Retype the line with "Map reading. Describe" in it, then each line after it to the end of the data, word for word.

Data entries:
━━━━━━━━━━━━━━━━━━━━━━━━━━━━━━
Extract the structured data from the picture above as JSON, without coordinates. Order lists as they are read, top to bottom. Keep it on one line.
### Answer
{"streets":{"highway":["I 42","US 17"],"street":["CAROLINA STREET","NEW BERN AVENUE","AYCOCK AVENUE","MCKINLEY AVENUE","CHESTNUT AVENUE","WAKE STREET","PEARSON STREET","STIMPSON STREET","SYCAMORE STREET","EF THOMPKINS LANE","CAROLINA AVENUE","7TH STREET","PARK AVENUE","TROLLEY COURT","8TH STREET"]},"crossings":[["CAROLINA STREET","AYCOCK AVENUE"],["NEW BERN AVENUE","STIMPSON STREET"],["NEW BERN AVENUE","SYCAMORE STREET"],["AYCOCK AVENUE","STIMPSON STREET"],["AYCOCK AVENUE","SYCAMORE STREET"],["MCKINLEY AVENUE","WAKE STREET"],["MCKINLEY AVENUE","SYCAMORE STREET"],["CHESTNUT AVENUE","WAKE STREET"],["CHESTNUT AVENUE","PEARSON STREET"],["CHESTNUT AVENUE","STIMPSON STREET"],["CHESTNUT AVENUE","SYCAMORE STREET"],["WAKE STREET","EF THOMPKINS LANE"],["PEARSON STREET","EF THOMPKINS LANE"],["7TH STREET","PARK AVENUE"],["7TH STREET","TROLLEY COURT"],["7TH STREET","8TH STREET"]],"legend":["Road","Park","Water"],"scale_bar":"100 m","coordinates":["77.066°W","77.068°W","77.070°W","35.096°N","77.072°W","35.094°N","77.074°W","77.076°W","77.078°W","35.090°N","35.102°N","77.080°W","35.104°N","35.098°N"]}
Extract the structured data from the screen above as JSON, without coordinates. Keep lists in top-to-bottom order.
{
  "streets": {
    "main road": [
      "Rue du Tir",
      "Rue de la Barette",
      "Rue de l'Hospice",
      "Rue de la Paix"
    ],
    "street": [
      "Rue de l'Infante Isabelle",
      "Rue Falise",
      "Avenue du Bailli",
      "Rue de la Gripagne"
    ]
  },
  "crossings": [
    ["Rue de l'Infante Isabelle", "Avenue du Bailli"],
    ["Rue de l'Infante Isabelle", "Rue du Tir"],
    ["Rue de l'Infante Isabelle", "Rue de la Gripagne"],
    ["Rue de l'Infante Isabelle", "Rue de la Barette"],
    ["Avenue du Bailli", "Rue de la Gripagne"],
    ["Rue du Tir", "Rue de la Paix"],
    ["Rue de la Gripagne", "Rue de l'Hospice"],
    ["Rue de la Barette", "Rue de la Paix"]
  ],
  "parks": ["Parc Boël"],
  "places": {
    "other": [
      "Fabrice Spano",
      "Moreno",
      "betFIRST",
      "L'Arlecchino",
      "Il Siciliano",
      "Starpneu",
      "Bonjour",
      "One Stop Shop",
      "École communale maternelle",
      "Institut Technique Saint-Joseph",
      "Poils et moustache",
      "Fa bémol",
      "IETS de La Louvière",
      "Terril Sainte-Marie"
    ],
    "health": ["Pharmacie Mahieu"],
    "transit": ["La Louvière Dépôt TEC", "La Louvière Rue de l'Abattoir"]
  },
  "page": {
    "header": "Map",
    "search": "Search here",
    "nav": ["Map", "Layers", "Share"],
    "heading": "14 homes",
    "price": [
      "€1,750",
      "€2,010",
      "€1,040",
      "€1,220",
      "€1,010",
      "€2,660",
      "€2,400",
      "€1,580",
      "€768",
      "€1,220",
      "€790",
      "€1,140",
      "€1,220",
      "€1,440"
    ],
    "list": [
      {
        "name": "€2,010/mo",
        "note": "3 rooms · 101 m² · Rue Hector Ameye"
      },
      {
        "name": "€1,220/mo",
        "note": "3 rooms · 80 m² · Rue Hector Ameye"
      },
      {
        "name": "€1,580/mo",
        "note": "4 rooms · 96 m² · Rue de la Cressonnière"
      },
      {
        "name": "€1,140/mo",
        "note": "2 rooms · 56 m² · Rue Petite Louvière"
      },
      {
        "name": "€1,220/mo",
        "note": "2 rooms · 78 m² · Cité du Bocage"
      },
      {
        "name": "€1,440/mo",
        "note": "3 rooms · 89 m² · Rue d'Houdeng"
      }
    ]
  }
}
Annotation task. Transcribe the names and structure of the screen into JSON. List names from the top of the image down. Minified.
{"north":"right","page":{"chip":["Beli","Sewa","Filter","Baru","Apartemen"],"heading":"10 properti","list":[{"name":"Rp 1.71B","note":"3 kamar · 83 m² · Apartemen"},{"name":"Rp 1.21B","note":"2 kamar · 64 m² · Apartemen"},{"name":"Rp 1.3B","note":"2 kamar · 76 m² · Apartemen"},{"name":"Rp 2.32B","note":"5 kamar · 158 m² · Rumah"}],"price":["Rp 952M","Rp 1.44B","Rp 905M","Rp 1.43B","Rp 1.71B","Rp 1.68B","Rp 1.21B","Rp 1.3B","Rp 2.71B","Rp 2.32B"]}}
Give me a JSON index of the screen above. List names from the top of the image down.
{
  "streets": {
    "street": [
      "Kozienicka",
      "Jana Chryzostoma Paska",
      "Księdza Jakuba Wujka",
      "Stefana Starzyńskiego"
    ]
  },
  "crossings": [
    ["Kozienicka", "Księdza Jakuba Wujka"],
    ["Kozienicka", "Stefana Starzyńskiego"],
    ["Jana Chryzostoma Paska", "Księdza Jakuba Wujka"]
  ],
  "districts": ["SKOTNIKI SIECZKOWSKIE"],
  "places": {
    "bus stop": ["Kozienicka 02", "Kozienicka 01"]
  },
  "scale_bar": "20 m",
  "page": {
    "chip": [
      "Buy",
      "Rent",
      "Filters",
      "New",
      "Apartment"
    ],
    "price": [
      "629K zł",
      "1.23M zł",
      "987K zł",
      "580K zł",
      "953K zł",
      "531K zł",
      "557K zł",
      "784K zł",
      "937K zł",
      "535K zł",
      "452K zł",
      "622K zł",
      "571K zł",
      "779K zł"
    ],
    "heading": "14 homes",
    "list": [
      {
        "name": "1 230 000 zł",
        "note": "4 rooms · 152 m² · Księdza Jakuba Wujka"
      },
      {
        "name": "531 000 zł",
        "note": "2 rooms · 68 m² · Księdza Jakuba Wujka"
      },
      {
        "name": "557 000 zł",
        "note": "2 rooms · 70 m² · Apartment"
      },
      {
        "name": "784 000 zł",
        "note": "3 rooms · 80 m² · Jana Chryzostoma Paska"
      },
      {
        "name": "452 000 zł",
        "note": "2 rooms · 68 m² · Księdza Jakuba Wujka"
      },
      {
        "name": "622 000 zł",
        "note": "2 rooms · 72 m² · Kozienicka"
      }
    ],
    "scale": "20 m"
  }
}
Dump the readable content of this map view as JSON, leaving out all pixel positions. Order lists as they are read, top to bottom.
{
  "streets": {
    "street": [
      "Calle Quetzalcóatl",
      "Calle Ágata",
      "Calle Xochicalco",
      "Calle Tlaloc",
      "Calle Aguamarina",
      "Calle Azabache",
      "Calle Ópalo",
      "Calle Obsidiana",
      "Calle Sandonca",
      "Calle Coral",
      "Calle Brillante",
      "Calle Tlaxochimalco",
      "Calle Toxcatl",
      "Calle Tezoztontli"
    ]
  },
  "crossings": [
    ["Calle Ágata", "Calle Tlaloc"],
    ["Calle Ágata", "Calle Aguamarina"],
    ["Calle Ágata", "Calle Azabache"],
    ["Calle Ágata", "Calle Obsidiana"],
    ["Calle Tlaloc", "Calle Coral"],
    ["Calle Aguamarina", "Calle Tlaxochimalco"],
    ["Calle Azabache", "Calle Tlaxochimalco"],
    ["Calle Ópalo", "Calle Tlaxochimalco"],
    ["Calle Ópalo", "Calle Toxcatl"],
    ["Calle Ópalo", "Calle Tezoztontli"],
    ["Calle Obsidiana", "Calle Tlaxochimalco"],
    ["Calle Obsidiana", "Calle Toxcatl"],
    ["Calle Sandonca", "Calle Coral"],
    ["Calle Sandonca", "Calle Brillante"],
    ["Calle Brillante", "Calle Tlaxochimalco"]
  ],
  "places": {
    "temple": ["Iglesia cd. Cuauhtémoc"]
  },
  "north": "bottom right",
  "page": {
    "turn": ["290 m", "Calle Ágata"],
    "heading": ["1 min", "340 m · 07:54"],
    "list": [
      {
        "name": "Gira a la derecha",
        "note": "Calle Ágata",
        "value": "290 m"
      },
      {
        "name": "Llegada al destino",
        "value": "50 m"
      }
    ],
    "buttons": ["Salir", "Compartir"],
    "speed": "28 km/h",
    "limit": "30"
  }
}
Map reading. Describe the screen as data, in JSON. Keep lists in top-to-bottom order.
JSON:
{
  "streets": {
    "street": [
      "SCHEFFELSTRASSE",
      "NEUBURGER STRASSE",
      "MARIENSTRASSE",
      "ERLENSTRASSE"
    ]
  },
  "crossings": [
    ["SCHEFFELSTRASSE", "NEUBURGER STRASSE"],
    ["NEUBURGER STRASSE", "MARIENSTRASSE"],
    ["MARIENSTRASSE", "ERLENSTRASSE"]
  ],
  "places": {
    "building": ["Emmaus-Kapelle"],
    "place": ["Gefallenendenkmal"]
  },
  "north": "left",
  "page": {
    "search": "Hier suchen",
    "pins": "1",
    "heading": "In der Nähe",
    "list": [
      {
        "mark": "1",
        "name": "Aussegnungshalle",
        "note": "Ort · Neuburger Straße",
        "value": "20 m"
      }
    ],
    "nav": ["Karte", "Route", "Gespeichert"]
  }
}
━━━━━━━━━━━━━━━━━━━━━━━━━━━━━━
ANSWER BELOW —
Map reading. Describe the screen as data, in JSON. Keep lists in top-to-bottom order.
JSON:
{
  "streets": {
    "street": [
      "SCHEFFELSTRASSE",
      "NEUBURGER STRASSE",
      "MARIENSTRASSE",
      "ERLENSTRASSE"
    ]
  },
  "crossings": [
    ["SCHEFFELSTRASSE", "NEUBURGER STRASSE"],
    ["NEUBURGER STRASSE", "MARIENSTRASSE"],
    ["MARIENSTRASSE", "ERLENSTRASSE"]
  ],
  "places": {
    "building": ["Emmaus-Kapelle"],
    "place": ["Gefallenendenkmal"]
  },
  "north": "left",
  "page": {
    "search": "Hier suchen",
    "pins": "1",
    "heading": "In der Nähe",
    "list": [
      {
        "mark": "1",
        "name": "Aussegnungshalle",
        "note": "Ort · Neuburger Straße",
        "value": "20 m"
      }
    ],
    "nav": ["Karte", "Route", "Gespeichert"]
  }
}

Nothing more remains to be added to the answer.